Steglitz witnessed the construction of the first paved Prussian country road, in 1792. The former village profited largely from its location on the Imperial Highway Reichsstraße 1, today Bundesstraße 1, which follows a trading route that dates back to the Middle Ages. The old Reichsstraße stretched from the far west of Germany through Aachen and Cologne to Berlin, then continued on eastward to end some two hundred miles northeast of Königsberg in East Prussia. The village of Steglitz was also boosted significantly with the construction of the Stammbahn line of the Prussian state railways in 1838. This was the first railroad in Prussia and ran between Berlin and Potsdam. The Steglitz area was included in the southern line of Berlin's rail and transit systems from around 1850.

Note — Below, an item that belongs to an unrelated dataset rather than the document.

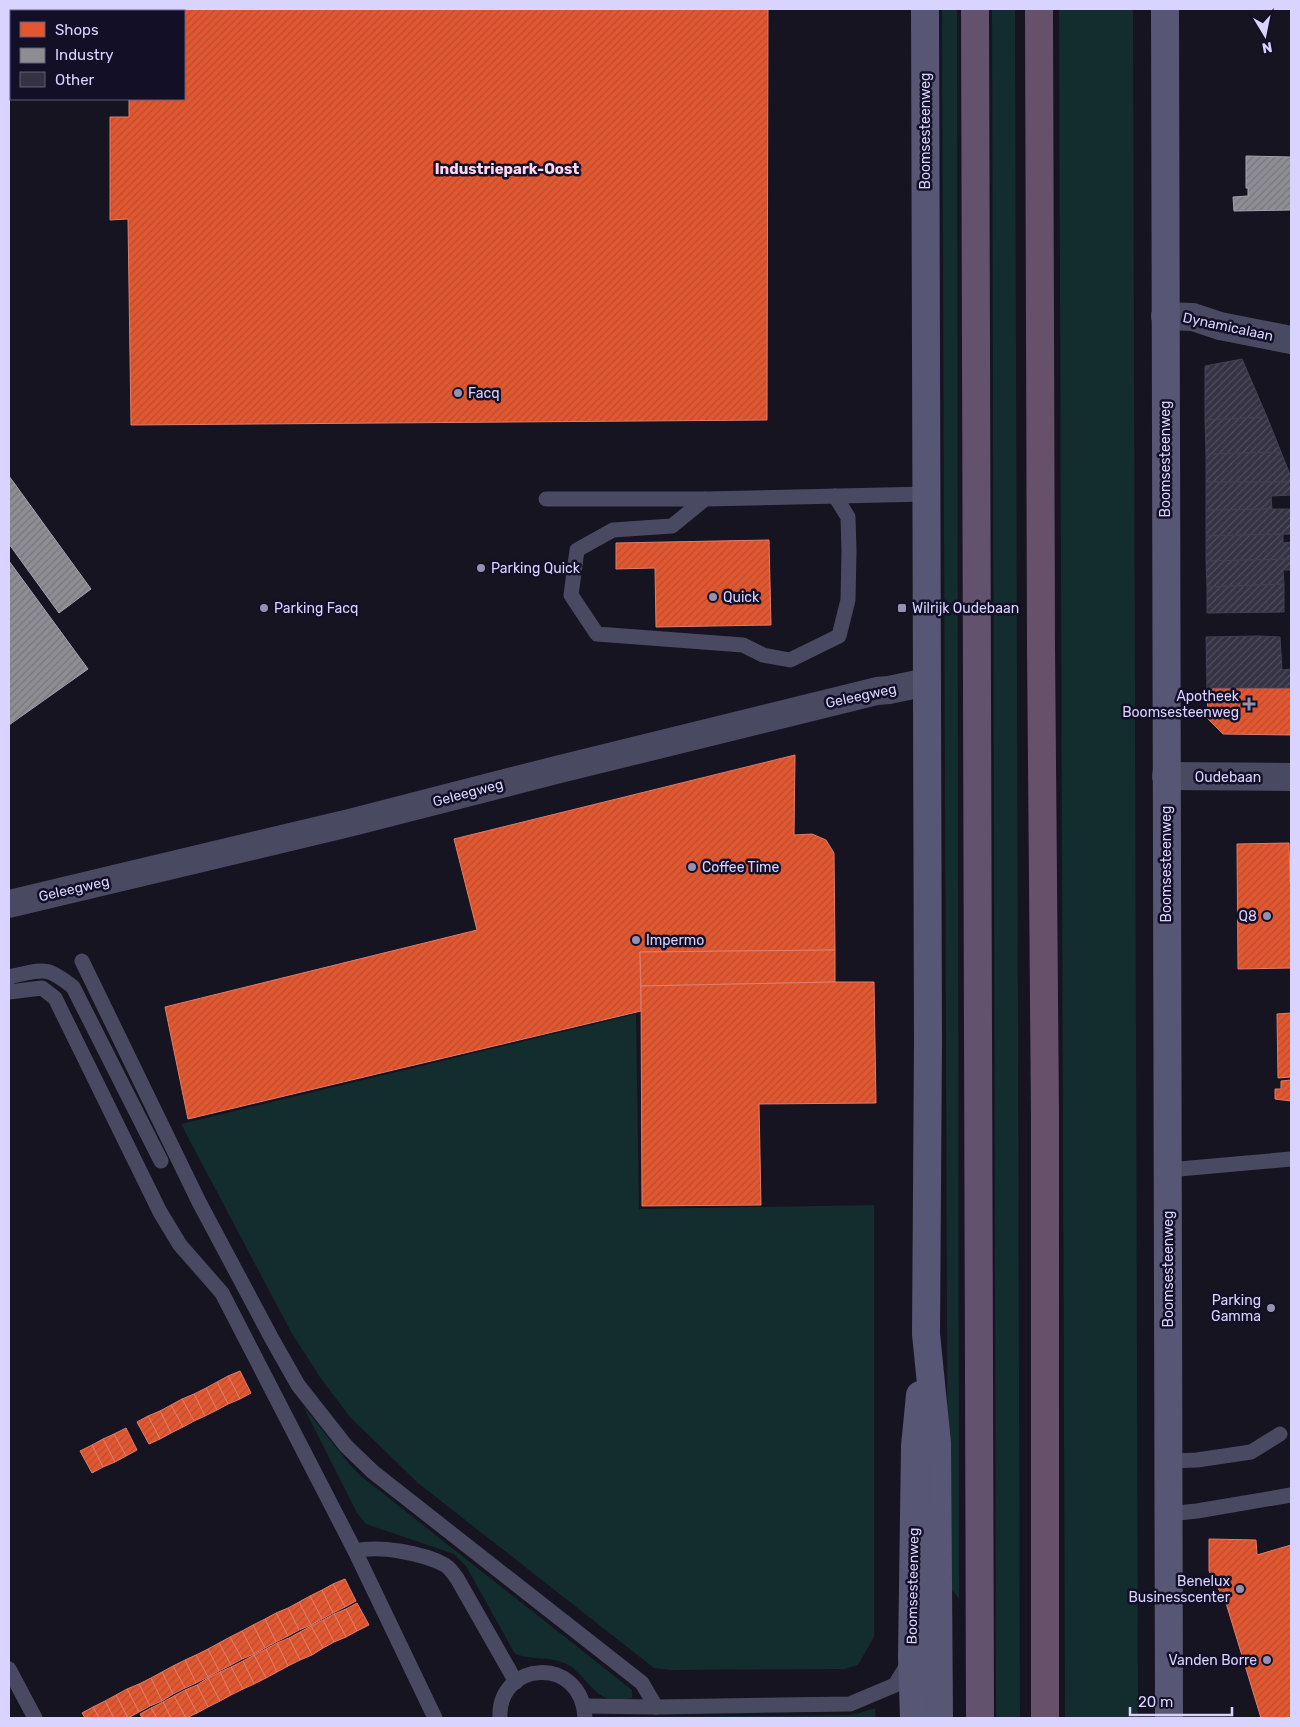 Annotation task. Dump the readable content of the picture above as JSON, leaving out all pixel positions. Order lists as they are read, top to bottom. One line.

The southwestern surroundings of Berlin saw considerable change in the second half of the 19th century when luxurious residential areas were developed in the neighboring villages of Lichterfelde and later Dahlem. Lichterfelde West and East, founded by the entrepreneur Johann von Carstenn were developed as so called Villenkolonien, settlements made up entirely of mansions or villas. In the east the settlement of Südende ('South End') was founded in 1873. In Steglitz proper a major shopping area developed around the Schloßstraße, catering also to the wealthy villages of Lichterfelde and Dahlem. In 1901 the first Wandervogel youth group was founded in the basement of the Steglitz town hall.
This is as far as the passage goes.